“You have done it,” he said, “and I knew you would. Now, listen to me—are you not as aiger to make convarts as either M'Slime or Lucre?”

“You will have it again, you scoundrel,” said the curate, approaching him with uplifted whip.

“Stand back,” said Darby, “I've jist got all I wanted—stand back, or by all the vestments ever you wore, if your whip only touches my body, as light as if it wouldn't bend a feather, I'll have you in heaven, or purgatory, before you can cry 'God forgive me.'”

The other still advanced, and was about to let the whip fall, when Darby stretched his right hand before him, holding a cocked and loaded pistol presented to the curate's breast.

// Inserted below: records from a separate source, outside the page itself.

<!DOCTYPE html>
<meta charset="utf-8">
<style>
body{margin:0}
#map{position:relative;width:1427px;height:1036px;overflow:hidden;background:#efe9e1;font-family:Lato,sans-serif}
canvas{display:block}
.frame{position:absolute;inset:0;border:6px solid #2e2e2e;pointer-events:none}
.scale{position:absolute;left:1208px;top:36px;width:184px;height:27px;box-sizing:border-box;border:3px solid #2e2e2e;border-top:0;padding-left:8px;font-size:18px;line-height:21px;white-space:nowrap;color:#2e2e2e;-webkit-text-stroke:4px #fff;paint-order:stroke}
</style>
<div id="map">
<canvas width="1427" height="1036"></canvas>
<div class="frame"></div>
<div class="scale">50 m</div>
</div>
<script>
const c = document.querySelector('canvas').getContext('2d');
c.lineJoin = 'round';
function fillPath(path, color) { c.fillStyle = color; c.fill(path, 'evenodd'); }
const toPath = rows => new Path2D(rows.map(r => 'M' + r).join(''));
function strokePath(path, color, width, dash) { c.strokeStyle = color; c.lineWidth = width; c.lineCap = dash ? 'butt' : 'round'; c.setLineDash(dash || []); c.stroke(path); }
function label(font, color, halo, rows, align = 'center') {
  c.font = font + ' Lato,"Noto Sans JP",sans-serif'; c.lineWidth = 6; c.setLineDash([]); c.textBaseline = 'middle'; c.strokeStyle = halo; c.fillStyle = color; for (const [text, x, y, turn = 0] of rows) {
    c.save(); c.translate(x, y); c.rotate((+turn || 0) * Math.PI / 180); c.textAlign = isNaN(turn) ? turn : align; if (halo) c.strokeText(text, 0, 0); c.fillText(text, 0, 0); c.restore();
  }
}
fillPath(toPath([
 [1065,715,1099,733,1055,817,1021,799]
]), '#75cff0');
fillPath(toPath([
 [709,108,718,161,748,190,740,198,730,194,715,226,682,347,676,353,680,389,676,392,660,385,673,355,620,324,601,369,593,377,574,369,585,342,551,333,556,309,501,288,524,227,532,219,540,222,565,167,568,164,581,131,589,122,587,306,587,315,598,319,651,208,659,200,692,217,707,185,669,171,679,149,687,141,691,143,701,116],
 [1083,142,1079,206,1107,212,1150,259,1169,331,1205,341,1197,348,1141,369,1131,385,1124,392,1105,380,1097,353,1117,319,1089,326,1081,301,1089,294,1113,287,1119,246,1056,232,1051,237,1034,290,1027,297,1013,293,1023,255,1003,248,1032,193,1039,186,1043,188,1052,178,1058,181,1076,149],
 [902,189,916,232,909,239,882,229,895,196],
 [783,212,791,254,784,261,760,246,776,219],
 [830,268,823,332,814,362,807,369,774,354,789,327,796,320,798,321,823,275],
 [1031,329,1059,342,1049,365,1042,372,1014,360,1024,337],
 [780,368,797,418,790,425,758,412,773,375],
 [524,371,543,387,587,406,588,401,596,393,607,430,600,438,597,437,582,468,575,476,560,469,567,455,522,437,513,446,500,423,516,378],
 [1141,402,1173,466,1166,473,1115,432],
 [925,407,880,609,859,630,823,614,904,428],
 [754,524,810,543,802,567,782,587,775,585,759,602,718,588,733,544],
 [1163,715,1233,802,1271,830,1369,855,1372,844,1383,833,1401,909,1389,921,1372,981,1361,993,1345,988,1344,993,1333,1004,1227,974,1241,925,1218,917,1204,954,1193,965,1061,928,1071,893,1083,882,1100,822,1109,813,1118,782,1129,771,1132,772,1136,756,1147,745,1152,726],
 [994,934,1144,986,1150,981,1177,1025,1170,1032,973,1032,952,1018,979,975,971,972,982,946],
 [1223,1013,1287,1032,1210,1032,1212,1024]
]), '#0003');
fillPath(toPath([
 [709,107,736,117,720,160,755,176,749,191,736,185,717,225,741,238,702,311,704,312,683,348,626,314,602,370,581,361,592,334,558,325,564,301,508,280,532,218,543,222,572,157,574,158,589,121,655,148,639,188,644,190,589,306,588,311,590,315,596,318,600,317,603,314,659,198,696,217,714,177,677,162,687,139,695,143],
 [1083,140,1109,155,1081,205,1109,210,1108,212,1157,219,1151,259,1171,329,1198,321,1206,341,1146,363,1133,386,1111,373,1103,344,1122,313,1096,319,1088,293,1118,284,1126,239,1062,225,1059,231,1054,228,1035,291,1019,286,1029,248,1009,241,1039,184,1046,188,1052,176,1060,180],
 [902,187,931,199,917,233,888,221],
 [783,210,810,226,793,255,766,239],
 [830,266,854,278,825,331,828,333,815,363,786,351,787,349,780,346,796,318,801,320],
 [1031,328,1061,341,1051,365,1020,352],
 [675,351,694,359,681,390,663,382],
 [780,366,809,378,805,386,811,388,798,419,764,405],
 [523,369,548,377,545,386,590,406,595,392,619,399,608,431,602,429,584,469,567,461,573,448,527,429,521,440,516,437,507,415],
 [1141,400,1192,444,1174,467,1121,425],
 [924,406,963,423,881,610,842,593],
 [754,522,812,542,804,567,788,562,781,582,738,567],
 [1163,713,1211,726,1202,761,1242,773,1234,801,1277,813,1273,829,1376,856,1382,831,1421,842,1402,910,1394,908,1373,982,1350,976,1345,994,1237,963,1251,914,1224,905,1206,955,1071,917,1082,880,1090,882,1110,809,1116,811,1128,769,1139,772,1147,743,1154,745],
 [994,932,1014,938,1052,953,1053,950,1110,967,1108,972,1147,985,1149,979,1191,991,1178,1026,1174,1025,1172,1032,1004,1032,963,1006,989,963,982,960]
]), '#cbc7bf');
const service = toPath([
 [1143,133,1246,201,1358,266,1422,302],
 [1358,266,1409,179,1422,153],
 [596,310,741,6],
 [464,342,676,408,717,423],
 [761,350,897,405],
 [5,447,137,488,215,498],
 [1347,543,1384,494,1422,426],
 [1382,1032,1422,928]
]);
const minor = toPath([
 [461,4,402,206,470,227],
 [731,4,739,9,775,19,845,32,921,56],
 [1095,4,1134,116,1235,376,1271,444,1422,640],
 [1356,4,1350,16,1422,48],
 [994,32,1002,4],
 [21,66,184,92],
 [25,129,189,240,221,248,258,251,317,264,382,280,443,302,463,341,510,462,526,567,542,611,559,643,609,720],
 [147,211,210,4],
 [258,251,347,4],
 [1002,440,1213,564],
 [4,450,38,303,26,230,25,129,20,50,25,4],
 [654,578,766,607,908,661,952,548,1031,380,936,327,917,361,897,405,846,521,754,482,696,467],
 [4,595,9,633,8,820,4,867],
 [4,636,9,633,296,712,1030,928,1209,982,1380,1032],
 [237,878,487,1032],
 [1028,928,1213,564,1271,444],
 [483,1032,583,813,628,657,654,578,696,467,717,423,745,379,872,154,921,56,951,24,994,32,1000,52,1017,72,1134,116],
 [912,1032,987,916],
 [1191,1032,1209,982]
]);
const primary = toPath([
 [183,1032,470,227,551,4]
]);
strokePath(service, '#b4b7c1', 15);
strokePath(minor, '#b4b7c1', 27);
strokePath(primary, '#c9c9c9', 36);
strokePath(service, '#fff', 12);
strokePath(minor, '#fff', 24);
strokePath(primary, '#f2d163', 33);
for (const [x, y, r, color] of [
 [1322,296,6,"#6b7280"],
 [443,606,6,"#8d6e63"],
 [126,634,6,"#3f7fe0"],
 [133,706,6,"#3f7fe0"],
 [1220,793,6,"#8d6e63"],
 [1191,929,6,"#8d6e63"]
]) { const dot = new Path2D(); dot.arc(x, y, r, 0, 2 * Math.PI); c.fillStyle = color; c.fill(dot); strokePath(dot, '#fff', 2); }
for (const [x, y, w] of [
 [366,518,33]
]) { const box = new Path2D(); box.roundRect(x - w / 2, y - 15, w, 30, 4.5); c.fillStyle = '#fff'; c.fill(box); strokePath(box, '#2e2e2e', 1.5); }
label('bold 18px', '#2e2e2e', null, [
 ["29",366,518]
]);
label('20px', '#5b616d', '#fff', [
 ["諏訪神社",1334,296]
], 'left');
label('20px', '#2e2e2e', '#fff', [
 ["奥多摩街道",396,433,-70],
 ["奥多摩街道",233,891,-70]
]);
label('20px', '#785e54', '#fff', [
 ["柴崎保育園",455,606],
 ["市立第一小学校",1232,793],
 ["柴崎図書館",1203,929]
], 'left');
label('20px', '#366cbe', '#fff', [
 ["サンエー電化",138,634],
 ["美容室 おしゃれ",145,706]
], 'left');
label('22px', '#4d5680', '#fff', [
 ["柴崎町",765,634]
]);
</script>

“Now,” said he, “let your whip fall if you like; but if you do, I'll lodge this bullet,” touching the pistol with his left forefinger, “in your heart, and your last mass is said. You blame Lucre and M'Slime for making convarts; but ai'en't you every bit as anxious to bring over the Protestants as they are to bring over us? Aren't you paradin' them Sunday af'ther Sunday, and boastin' that you are takin' more from the heretics than they are takin' from you? Wasn't your last convart Bob Beatty, that you brought over because he had the fallin' sickness, and you left it upon him never to enter a church door, or taste bacon; and now you have him that was a rank Orangeman and a blood-hound six weeks ago, a sound Catholic to-day? Why, your reverence, with regard to convart makin' divil the laist taste o' differ I see between you on either side, only that they are able to give betther value in this world for the change than you are—that's all. You're surprised at seeing my pistols, but of late I don't go any where unprovided; for, to tell you the thruth, either as a bailiff or a convart, it's not likely I'd be safe widout them; and I think that yourself are a very good proof of it.”

“Very well, my good, fine, pious convart; I'll keep my eye on you. I understand your piety.”

“And I can tell you, my good, meek, pious priest, I'll keep mine on you; and now pass on, if you're wise—and so bannath lath.”

Each then passed on, pursuing his respective destination. They had not gone far, however, when both chanced to look back at the same moment—M'Cabe shook his whip, with a frown, at Darby, who, on the other side, significantly touched the pocket in which he carried his fire-arms, and nodded his head in return.

Now, it is an undeniable fact, that characters similar to that of Darby, were too common in the country; and, indeed, it is to be regretted that they were employed at all, inasmuch as the insolence of their conduct, on the one hand, did nearly as much harm as the neglect of the hard-hearted landlord himself, on the other. Be this as it may, however, we are bound to say that Darby deserved much more at M'Cabe's hands than either that Rev. gentleman was aware of then, or our readers now. The truth was, that no sooner had M'Slime's paragraph touching Darby's conversion gone abroad, than he became highly unpopular among the Catholics of the parish. Father M'Cabe, in consequence of Darby's conduct, and taking him as a specimen, uttered some lively prophecies, touching' the ultimate fate of the new Reformation. He even admonished his flock against Darby:—

“I have warned you all now,” he said, “and if after this I hear of a single perversion, woe be unto that pervert, for it is better for his miserable soul that he had never been born. Is there a man here base enough to sell his birthright for a mess of Mr. Lucre's pottage? Is there a man here, who is not too strongly imbued with a hatred of heresy, to laugh to scorn their bribes and their Bibles. Not a man, or, if there is, let him go out from amongst us, in order that we may know him—that we may avoid his outgoings and his incomings—that we may flee from him as a pestilence—a plague—a famine. No, there is none here so base and unprincipled as all that—and I here prophesy that from this day forth, this Reformation has got its death-blow—and that time will prove it. Now, remember, I warn you against their arts, their bribes, and their temptations—and if, as I said, any one of this flock shall prove so wicked as to join them—then, I say again, better for his unfortunate soul that he had never come into existence, than to come in contact with this leprous and polluted heresy.”